Aim of the exercise:
Nothing but an exact copy of the records is expected here.

Records:

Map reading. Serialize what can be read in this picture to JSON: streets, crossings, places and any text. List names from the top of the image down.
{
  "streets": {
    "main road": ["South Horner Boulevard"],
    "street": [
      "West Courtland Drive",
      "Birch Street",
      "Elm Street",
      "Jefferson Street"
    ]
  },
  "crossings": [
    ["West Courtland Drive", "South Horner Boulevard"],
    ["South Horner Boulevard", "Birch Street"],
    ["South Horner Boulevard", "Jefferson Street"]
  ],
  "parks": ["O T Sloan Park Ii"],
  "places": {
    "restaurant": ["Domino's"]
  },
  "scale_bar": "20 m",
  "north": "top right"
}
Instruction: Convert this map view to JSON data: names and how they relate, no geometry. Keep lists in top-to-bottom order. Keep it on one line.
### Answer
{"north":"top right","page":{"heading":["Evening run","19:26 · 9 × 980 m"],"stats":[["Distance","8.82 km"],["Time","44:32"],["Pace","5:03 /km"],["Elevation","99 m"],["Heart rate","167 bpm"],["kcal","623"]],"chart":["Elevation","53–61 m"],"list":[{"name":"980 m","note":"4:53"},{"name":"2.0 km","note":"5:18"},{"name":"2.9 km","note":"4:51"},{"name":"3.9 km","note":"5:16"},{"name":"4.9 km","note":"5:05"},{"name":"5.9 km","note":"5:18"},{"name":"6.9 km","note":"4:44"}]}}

Problem solution:
Map reading. Serialize what can be read in this picture to JSON: streets, crossings, places and any text. List names from the top of the image down.
{
  "streets": {
    "main road": ["South Horner Boulevard"],
    "street": [
      "West Courtland Drive",
      "Birch Street",
      "Elm Street",
      "Jefferson Street"
    ]
  },
  "crossings": [
    ["West Courtland Drive", "South Horner Boulevard"],
    ["South Horner Boulevard", "Birch Street"],
    ["South Horner Boulevard", "Jefferson Street"]
  ],
  "parks": ["O T Sloan Park Ii"],
  "places": {
    "restaurant": ["Domino's"]
  },
  "scale_bar": "20 m",
  "north": "top right"
}
Instruction: Convert this map view to JSON data: names and how they relate, no geometry. Keep lists in top-to-bottom order. Keep it on one line.
### Answer
{"north":"top right","page":{"heading":["Evening run","19:26 · 9 × 980 m"],"stats":[["Distance","8.82 km"],["Time","44:32"],["Pace","5:03 /km"],["Elevation","99 m"],["Heart rate","167 bpm"],["kcal","623"]],"chart":["Elevation","53–61 m"],"list":[{"name":"980 m","note":"4:53"},{"name":"2.0 km","note":"5:18"},{"name":"2.9 km","note":"4:51"},{"name":"3.9 km","note":"5:16"},{"name":"4.9 km","note":"5:05"},{"name":"5.9 km","note":"5:18"},{"name":"6.9 km","note":"4:44"}]}}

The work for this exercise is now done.